F*cking Upwards, Vol. I

In which we examine the life and career of phenomenally mediocre men who have managed to land women infinitely hotter and far more successful.

In this Installment:

The Bizarre and Baffling Case of Brian Austin Green and Megan Fox

Megan Fox Pictures

Relationship History

Brian Austin Green began dating Megan Fox in 2004, when her career consisted of guest turns on Two and a Half Men and uncredited extra work. Green was the bigger star, and so, their relationship, while clearly unusual, was nothing extraordinary.

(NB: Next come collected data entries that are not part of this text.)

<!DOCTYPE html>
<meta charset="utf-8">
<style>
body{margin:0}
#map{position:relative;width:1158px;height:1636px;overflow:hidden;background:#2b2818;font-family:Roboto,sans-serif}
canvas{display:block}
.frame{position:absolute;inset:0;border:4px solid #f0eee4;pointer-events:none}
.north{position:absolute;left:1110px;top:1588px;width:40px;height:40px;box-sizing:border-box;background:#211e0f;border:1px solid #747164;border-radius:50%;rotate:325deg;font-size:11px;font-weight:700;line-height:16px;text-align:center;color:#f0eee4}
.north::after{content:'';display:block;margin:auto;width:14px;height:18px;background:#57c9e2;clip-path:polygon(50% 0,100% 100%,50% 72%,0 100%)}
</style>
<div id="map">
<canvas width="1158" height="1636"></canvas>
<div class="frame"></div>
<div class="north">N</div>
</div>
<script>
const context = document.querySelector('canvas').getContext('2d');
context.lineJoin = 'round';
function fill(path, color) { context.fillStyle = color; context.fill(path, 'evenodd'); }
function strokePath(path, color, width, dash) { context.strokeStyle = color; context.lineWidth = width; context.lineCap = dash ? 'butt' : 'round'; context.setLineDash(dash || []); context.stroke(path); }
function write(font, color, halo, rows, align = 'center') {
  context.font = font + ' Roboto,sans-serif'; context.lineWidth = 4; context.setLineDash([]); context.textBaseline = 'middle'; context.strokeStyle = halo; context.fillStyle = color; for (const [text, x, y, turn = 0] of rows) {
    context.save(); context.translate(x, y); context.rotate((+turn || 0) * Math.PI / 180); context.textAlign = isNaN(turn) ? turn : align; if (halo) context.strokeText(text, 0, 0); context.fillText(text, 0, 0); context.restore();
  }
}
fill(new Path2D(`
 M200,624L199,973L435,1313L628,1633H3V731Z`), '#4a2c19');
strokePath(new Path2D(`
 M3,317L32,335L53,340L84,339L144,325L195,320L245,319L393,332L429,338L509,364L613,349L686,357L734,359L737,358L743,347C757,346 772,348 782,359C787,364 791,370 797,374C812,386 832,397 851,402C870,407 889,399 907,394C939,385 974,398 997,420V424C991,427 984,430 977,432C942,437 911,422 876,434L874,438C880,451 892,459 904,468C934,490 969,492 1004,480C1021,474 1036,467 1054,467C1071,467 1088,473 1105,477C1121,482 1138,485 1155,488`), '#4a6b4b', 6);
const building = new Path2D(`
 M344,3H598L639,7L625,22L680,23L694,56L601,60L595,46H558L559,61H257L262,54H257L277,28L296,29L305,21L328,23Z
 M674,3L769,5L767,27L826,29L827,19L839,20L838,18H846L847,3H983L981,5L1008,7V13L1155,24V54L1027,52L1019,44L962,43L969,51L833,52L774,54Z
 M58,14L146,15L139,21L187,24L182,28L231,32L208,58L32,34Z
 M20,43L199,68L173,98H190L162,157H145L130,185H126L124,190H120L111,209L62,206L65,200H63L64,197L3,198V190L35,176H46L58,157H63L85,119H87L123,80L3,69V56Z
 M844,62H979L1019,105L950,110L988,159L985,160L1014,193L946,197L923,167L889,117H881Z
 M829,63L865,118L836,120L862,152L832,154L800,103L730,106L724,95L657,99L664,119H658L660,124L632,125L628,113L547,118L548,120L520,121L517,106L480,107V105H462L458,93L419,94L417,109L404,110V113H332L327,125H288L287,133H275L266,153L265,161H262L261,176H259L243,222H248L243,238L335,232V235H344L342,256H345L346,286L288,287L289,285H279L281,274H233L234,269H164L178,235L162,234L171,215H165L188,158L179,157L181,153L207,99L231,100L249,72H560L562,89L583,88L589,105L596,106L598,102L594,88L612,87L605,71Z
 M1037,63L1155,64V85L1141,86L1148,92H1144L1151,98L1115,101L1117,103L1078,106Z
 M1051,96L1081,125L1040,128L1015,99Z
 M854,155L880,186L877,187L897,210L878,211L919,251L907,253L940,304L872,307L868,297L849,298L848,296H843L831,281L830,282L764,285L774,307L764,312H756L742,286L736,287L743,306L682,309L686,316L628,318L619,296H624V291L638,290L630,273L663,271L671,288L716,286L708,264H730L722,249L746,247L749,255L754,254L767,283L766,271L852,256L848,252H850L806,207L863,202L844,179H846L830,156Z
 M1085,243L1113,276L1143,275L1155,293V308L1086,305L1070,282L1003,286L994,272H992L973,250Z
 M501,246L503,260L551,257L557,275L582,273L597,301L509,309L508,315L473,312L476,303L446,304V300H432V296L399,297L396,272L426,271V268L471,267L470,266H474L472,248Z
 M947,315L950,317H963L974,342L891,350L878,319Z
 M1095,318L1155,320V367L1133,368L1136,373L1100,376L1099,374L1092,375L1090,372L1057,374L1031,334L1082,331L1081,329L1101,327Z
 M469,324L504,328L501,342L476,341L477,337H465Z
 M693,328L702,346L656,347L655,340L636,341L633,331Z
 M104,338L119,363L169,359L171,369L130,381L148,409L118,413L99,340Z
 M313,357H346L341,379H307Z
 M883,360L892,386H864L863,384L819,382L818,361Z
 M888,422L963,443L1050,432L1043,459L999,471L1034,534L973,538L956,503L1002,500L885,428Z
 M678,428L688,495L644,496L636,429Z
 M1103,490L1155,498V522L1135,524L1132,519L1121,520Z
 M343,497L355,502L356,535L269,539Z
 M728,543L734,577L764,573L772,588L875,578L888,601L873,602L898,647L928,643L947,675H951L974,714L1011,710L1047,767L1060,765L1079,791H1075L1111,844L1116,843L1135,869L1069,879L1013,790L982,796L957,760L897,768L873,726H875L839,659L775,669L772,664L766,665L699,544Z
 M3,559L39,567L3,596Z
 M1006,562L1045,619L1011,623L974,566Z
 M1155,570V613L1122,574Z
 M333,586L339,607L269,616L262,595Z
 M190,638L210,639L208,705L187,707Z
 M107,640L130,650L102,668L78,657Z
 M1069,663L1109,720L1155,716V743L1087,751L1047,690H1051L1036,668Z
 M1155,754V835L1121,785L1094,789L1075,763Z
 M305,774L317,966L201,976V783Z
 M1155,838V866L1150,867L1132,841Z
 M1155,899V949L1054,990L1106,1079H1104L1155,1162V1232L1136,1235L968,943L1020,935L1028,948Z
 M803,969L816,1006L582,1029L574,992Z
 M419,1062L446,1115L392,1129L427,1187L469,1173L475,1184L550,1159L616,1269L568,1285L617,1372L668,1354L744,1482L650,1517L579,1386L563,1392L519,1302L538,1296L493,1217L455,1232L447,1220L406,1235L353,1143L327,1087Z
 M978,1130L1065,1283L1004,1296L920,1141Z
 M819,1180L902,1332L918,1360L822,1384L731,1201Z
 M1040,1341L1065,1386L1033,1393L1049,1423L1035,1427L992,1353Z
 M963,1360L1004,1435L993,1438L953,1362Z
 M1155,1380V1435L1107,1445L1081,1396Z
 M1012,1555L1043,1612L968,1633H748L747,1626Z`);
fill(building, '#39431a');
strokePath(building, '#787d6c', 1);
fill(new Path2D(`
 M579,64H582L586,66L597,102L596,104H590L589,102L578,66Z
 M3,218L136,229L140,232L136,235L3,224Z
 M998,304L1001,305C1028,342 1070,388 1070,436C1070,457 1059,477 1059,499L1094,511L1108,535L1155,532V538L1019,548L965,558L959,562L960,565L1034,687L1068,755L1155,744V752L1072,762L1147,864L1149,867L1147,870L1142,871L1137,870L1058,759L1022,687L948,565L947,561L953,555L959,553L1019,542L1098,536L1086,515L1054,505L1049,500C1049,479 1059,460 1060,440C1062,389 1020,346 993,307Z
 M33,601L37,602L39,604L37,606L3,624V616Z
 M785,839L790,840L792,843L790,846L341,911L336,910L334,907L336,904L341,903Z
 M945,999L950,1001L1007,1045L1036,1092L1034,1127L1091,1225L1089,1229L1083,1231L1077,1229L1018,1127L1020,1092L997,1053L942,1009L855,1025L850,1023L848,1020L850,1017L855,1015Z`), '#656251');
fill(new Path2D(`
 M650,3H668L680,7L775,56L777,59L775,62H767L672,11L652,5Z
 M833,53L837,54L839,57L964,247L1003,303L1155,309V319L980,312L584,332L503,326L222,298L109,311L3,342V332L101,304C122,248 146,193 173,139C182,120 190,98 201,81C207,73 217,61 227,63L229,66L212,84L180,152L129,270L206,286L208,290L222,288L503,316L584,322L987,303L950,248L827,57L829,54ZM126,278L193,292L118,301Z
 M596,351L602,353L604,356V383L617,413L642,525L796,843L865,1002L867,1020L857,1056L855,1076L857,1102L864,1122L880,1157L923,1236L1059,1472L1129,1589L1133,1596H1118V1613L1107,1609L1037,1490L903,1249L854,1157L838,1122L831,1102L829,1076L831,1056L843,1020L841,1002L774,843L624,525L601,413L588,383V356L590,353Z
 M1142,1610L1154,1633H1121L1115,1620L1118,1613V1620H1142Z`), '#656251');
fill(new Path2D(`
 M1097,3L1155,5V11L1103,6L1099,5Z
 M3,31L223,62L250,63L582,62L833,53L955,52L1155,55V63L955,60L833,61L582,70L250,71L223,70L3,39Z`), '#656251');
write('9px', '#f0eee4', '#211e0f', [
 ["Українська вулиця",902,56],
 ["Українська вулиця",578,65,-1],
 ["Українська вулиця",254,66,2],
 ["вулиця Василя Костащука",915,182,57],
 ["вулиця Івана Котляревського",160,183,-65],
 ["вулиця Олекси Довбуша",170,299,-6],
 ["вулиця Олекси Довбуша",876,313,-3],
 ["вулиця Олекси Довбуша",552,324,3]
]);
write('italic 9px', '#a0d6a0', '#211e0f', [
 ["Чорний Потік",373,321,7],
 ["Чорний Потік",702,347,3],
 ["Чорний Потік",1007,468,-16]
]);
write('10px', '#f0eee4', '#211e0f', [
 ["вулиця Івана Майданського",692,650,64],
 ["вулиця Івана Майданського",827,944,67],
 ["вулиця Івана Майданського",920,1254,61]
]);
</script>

But as Fox’s career skyrocketed with Transformers and Jennifer’s Body, Green’s kept scraping rock-bottom. Yet on June 24, the pair finally tied the knot (after two engagements and Megan losing a massive diamond ring). No viable explanation has yet been found.

Career Highlights

Green’s star turn came on ’90s phenomenon Beverly Hills, 90210 where he played the hopeless homeboy David Silver: a kind of Vanilla Ice-manque, perpetually clad in baggy jeans and sporting some form of Jew-fro fade, Brian Austin Green was the least cool cast member of an already epically uncool cast. Sample his work on the show and reel in horror. (Keep in mind, this isn’t community access—this is from a highly-rated, near seminal, network television show.)

Green has also appeared in such films as Combat Sheep, Unwed Father and Laws of Deception (directed by Joey Travolta).

Much like Drake, who quickly shed the insipid kiddie shit of Degrassi to became one of the hottest names in hip-hop, Green…Green is nothing like Drake. He did, however, release a rap album, 1996′s One Stop Carnival. We have not managed to listen to this auditory horseman of the apocalypse in full, but we do trust AllMusic when they call the album a “lock for the short list of worst rap records ever made.”

Let’s take a look at a sample lyric, from the single “You Send Me.”

I’m takin’ love from the bottom of my heart
And wrappin’ it well, then watchin’ it sail thru the parks
I’m tired of bein’ a human being in the dark
Capsizin’ like the lonely man’s ark
From dip to dip, my eyes fantasize ’bout the thighs

From lip to lip, autumn love fell from my eyes
Thinkin’ about the prize I let slip on by
Suddenly wringin’ out these “why?”s that won’t come dry
She’s got the style and finesse that’s
Far from sleazy, easy casual sex acts

Clearly there are no answers to be found in Green’s career, only more questions. Perhaps the answer lies in Megan Fox.

Possible Explanations for the Relationship

Fox has proven herself to be batshit crazy on more than one occasion.

She also has toe thumbs.

You watched that video, right? Even if Megan Fox had a toe head, there’s no viable explanation for this pairing.

Mitigating Factors

None

Conclusions

There is little to be learned here: Clearly the whim of celebrity is a pathology unto itself.